(Collected data entries)
⁂

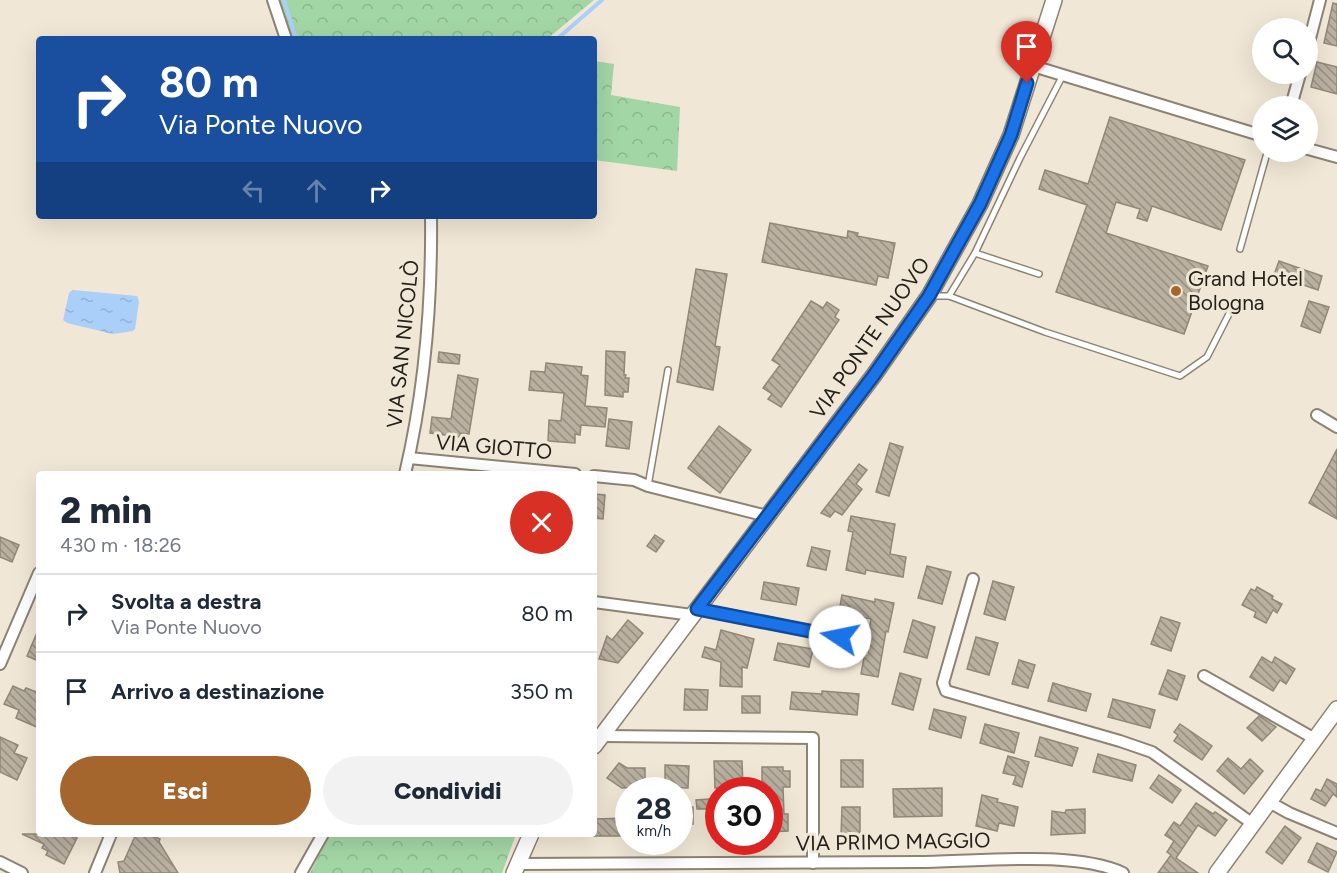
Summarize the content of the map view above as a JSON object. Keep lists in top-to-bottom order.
{
  "streets": {
    "main road": ["VIA PONTE NUOVO"],
    "street": ["VIA SAN NICOLÒ", "VIA GIOTTO", "VIA PRIMO MAGGIO"]
  },
  "crossings": [
    ["VIA SAN NICOLÒ", "VIA GIOTTO"]
  ],
  "places": ["Grand Hotel Bologna"],
  "page": {
    "turn": ["80 m", "Via Ponte Nuovo"],
    "heading": ["2 min", "430 m · 18:26"],
    "list": [
      {
        "name": "Svolta a destra",
        "note": "Via Ponte Nuovo",
        "value": "80 m"
      },
      {
        "name": "Arrivo a destinazione",
        "value": "350 m"
      }
    ],
    "buttons": ["Esci", "Condividi"],
    "speed": "28 km/h",
    "limit": "30"
  }
}
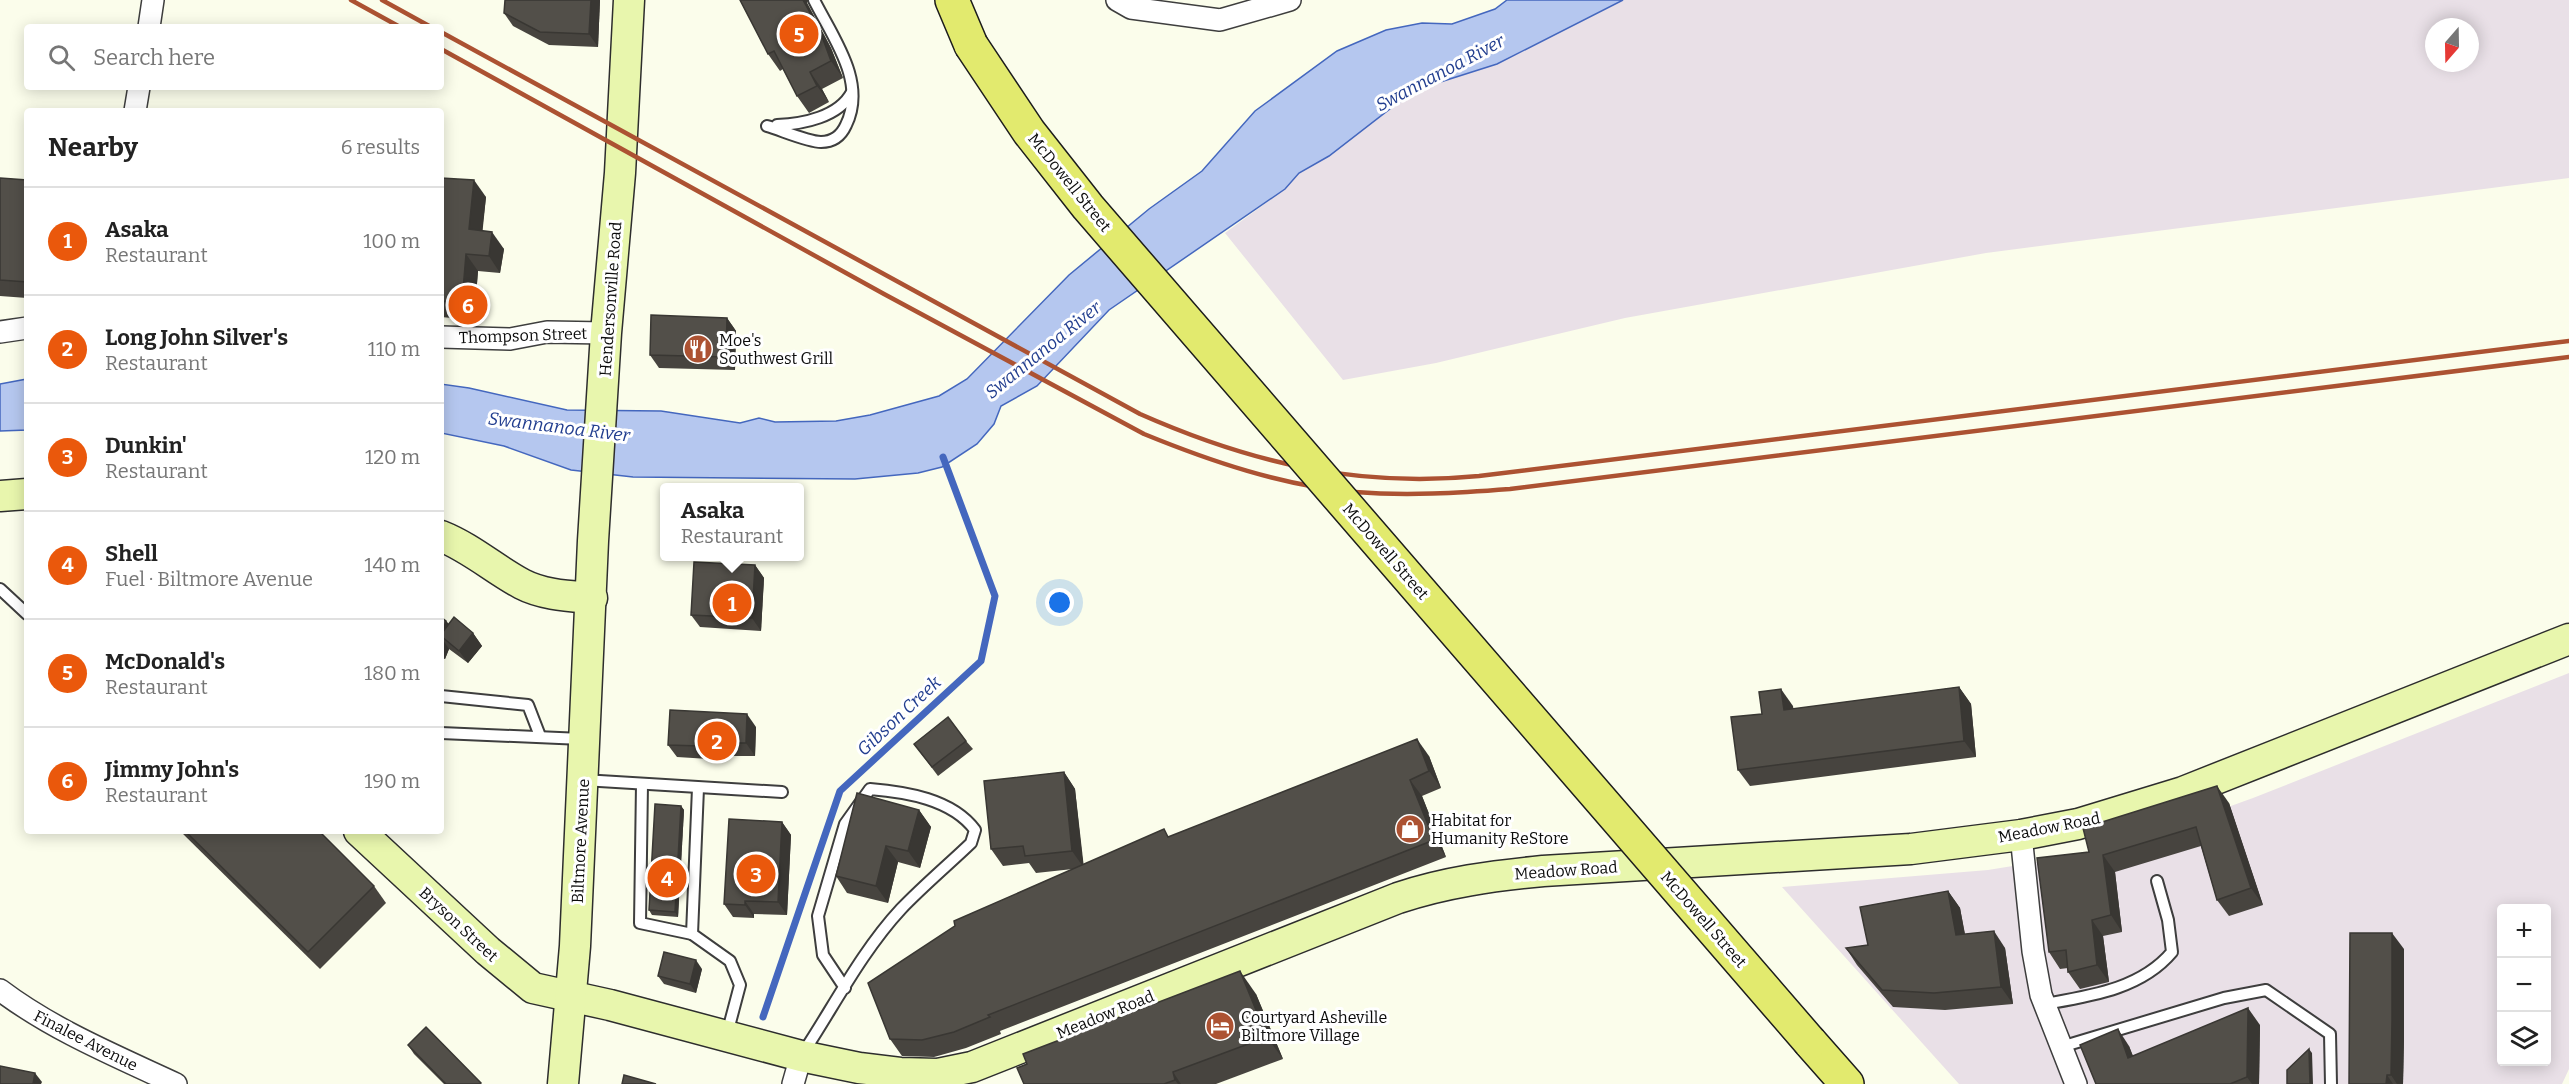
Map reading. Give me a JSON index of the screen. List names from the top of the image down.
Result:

⁂

**PROBLEM STATEMENT**:
Retype each record exactly as it appears above and drop the images.

**RESPONSE TO THE EXERCISE**:
Summarize the content of the map view above as a JSON object. Keep lists in top-to-bottom order.
{
  "streets": {
    "main road": ["VIA PONTE NUOVO"],
    "street": ["VIA SAN NICOLÒ", "VIA GIOTTO", "VIA PRIMO MAGGIO"]
  },
  "crossings": [
    ["VIA SAN NICOLÒ", "VIA GIOTTO"]
  ],
  "places": ["Grand Hotel Bologna"],
  "page": {
    "turn": ["80 m", "Via Ponte Nuovo"],
    "heading": ["2 min", "430 m · 18:26"],
    "list": [
      {
        "name": "Svolta a destra",
        "note": "Via Ponte Nuovo",
        "value": "80 m"
      },
      {
        "name": "Arrivo a destinazione",
        "value": "350 m"
      }
    ],
    "buttons": ["Esci", "Condividi"],
    "speed": "28 km/h",
    "limit": "30"
  }
}
Map reading. Give me a JSON index of the screen. List names from the top of the image down.
Result:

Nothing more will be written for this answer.